Exclude the pictures from your copy, and reproduce each entry below verbatim.
━━━━━━
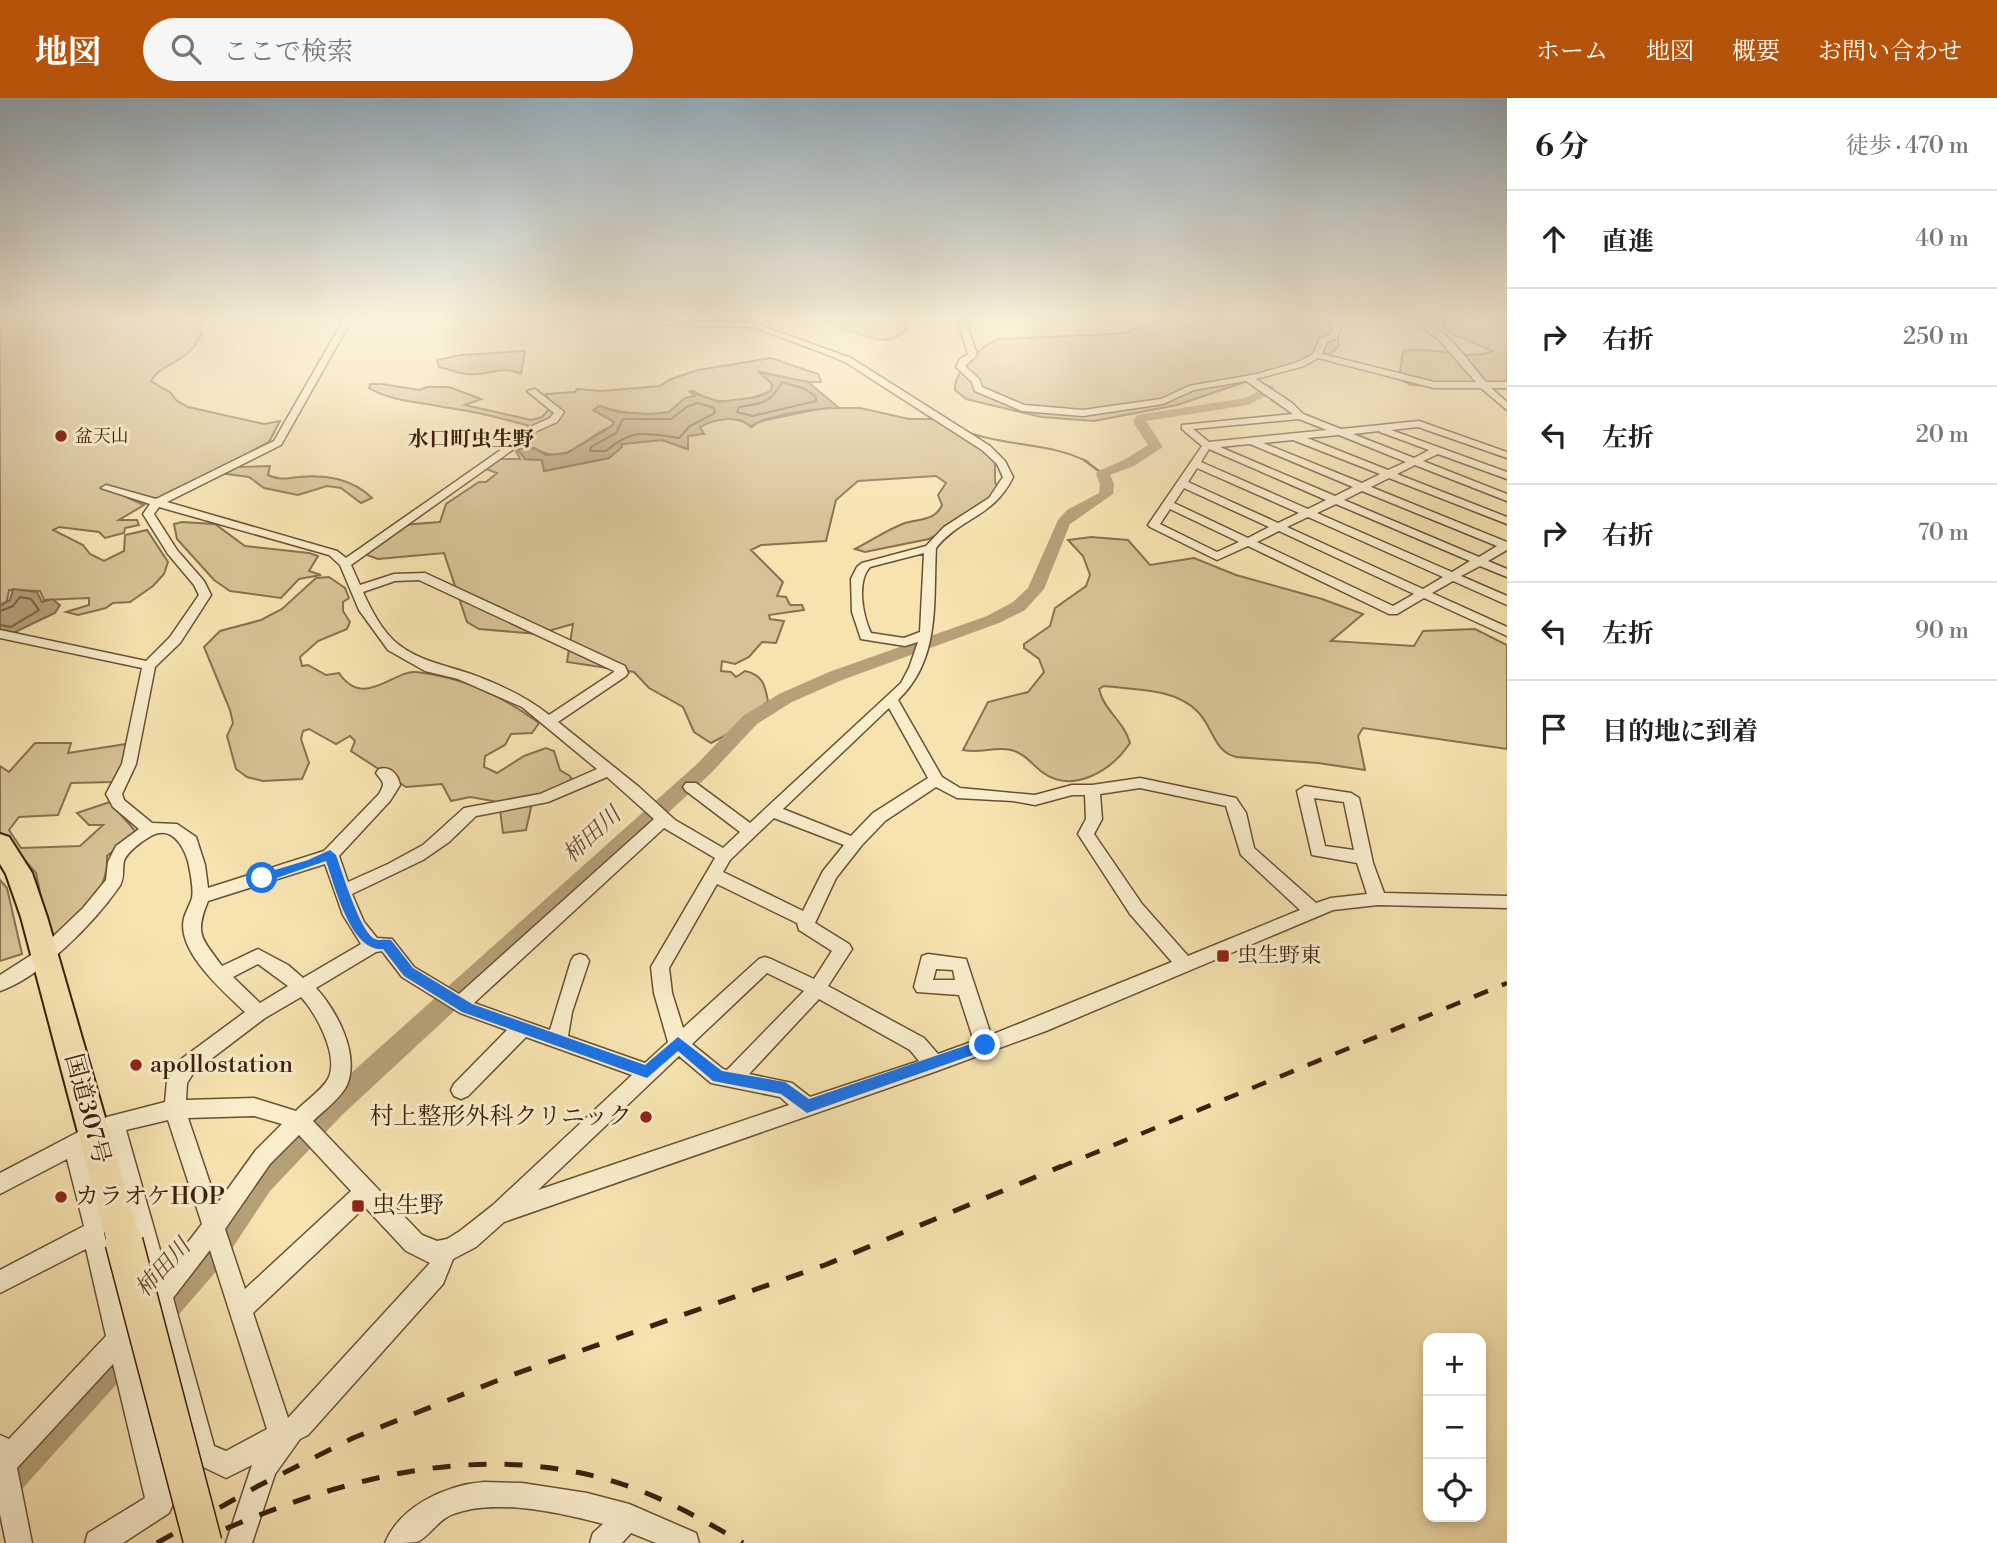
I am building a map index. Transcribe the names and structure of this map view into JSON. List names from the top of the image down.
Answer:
{
  "streets": {
    "highway": ["国道307号"]
  },
  "districts": ["水口町虫生野"],
  "water": ["柿田川"],
  "places": {
    "other": [
      "盆天山",
      "apollostation",
      "村上整形外科クリニック",
      "カラオケHOP"
    ],
    "transit": ["虫生野東", "虫生野"]
  },
  "page": {
    "header": "地図",
    "search": "ここで検索",
    "nav": [
      "ホーム",
      "地図",
      "概要",
      "お問い合わせ"
    ],
    "heading": ["6 分", "徒歩 · 470 m"],
    "list": [
      ["直進", "40 m"],
      ["右折", "250 m"],
      ["左折", "20 m"],
      ["右折", "70 m"],
      ["左折", "90 m"],
      "目的地に到着"
    ],
    "map_buttons": ["+", "−"]
  }
}
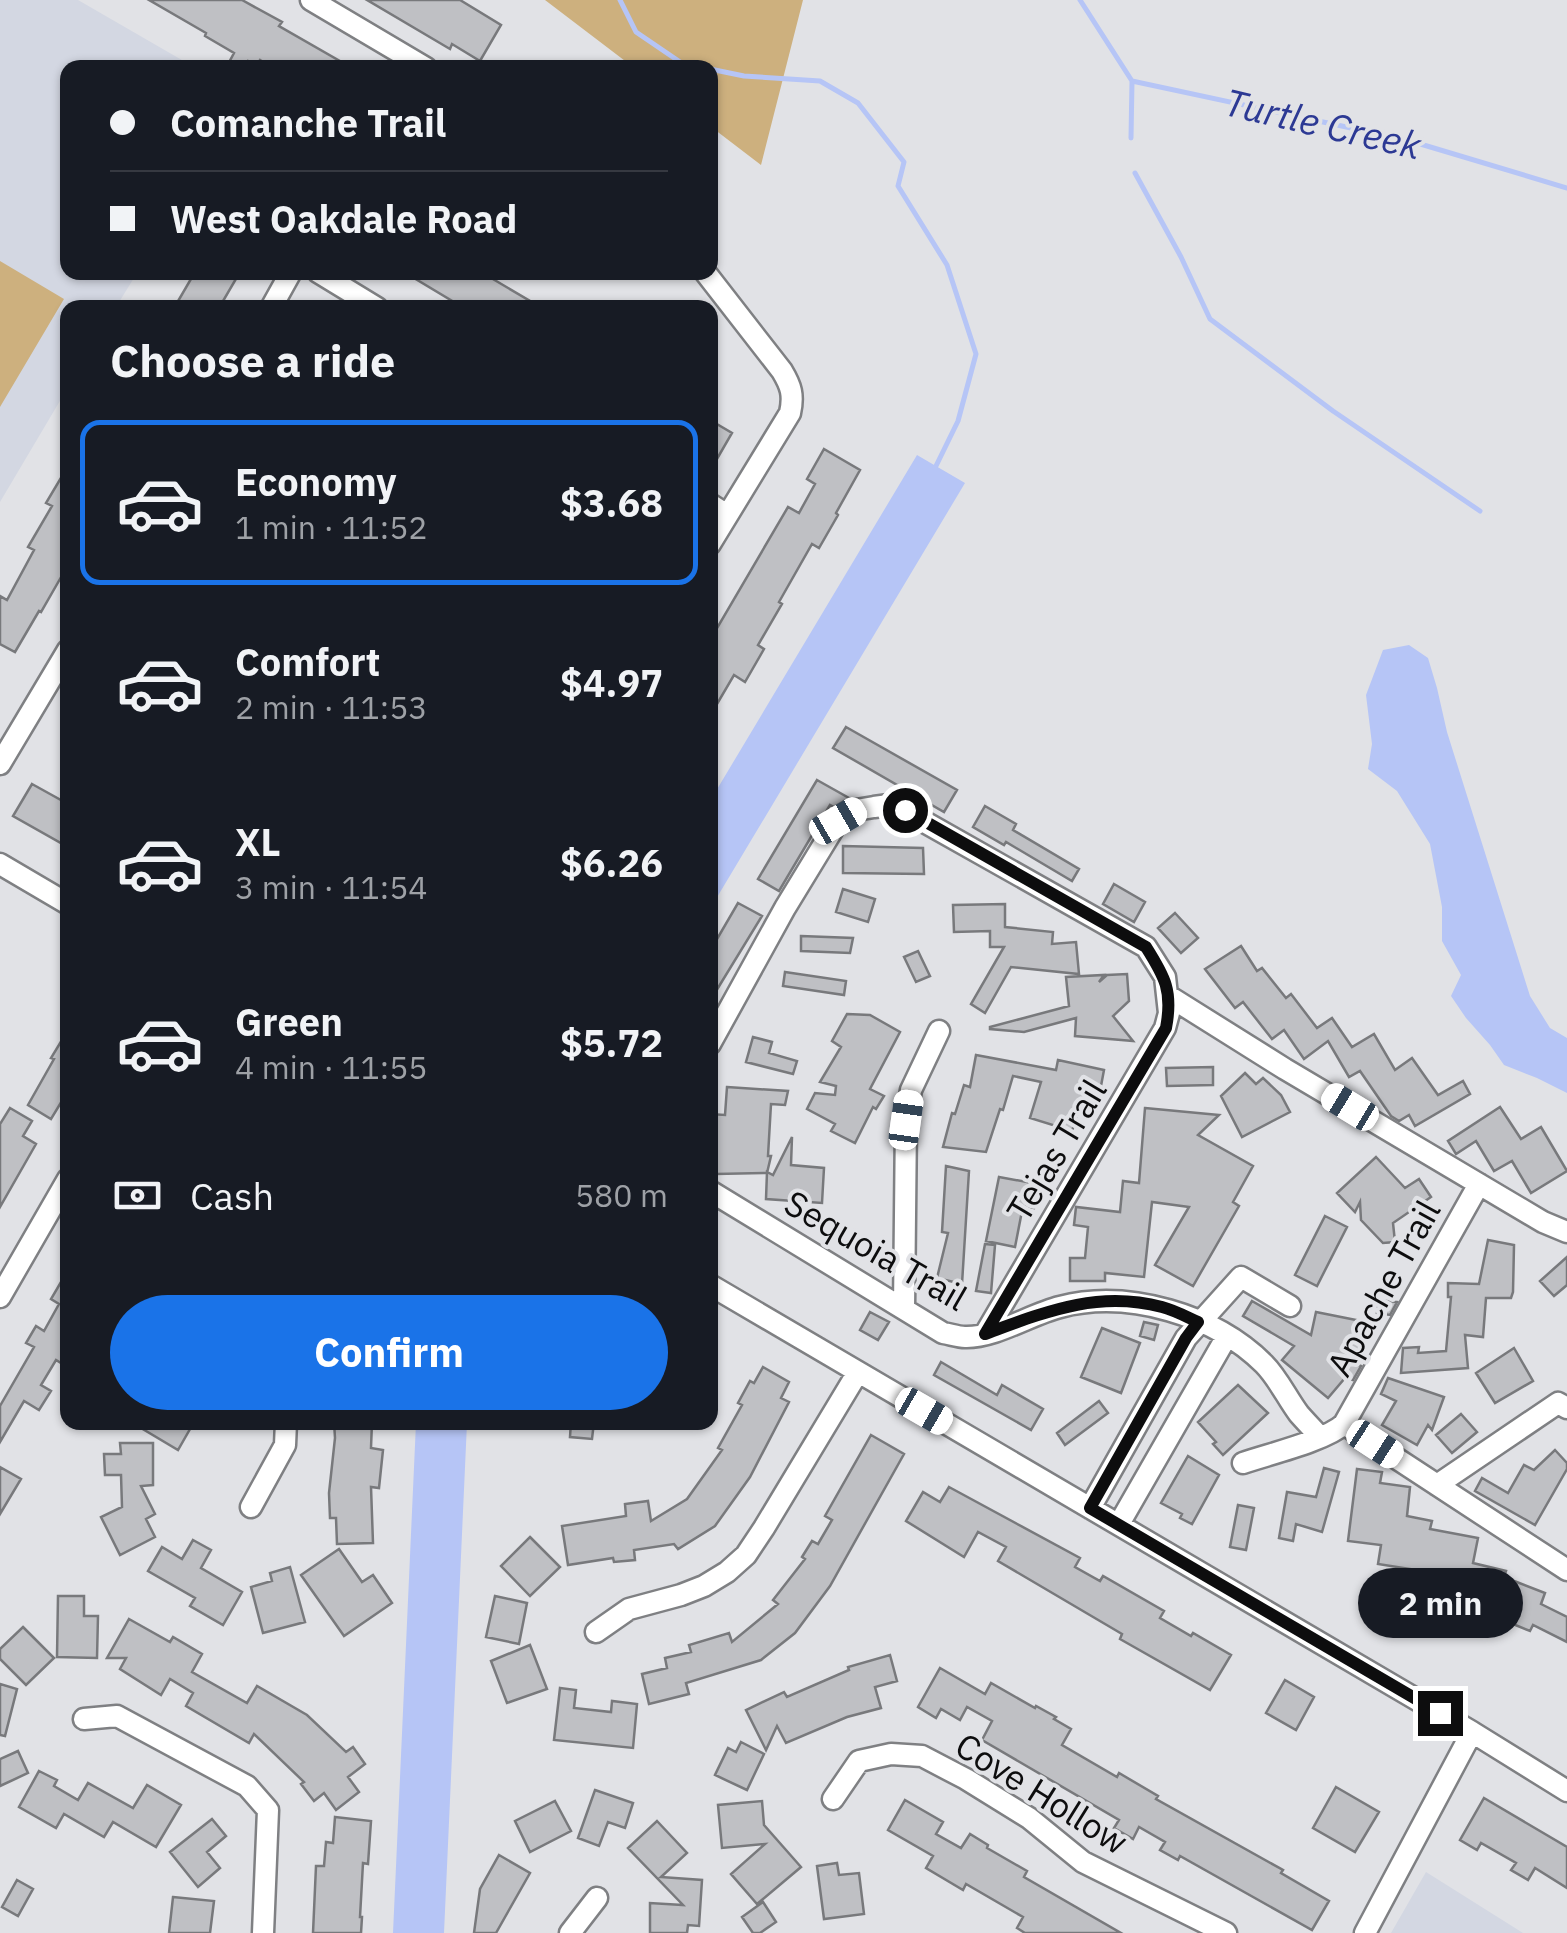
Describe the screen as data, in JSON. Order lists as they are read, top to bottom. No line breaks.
{"streets":{"street":["Tejas Trail","Sequoia Trail","Apache Trail","Cove Hollow"]},"crossings":[["Tejas Trail","Sequoia Trail"]],"water":["Turtle Creek"],"page":{"banner":["Comanche Trail","West Oakdale Road"],"heading":"Choose a ride","list":[{"name":"Economy","note":"1 min · 11:52","value":"$3.68"},{"name":"Comfort","note":"2 min · 11:53","value":"$4.97"},{"name":"XL","note":"3 min · 11:54","value":"$6.26"},{"name":"Green","note":"4 min · 11:55","value":"$5.72"}],"pay":["Cash","580 m"],"buttons":"Confirm","bubble":"2 min"}}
━━━━━━
FINISHED EXERCISE:
I am building a map index. Transcribe the names and structure of this map view into JSON. List names from the top of the image down.
Answer:
{
  "streets": {
    "highway": ["国道307号"]
  },
  "districts": ["水口町虫生野"],
  "water": ["柿田川"],
  "places": {
    "other": [
      "盆天山",
      "apollostation",
      "村上整形外科クリニック",
      "カラオケHOP"
    ],
    "transit": ["虫生野東", "虫生野"]
  },
  "page": {
    "header": "地図",
    "search": "ここで検索",
    "nav": [
      "ホーム",
      "地図",
      "概要",
      "お問い合わせ"
    ],
    "heading": ["6 分", "徒歩 · 470 m"],
    "list": [
      ["直進", "40 m"],
      ["右折", "250 m"],
      ["左折", "20 m"],
      ["右折", "70 m"],
      ["左折", "90 m"],
      "目的地に到着"
    ],
    "map_buttons": ["+", "−"]
  }
}
Describe the screen as data, in JSON. Order lists as they are read, top to bottom. No line breaks.
{"streets":{"street":["Tejas Trail","Sequoia Trail","Apache Trail","Cove Hollow"]},"crossings":[["Tejas Trail","Sequoia Trail"]],"water":["Turtle Creek"],"page":{"banner":["Comanche Trail","West Oakdale Road"],"heading":"Choose a ride","list":[{"name":"Economy","note":"1 min · 11:52","value":"$3.68"},{"name":"Comfort","note":"2 min · 11:53","value":"$4.97"},{"name":"XL","note":"3 min · 11:54","value":"$6.26"},{"name":"Green","note":"4 min · 11:55","value":"$5.72"}],"pay":["Cash","580 m"],"buttons":"Confirm","bubble":"2 min"}}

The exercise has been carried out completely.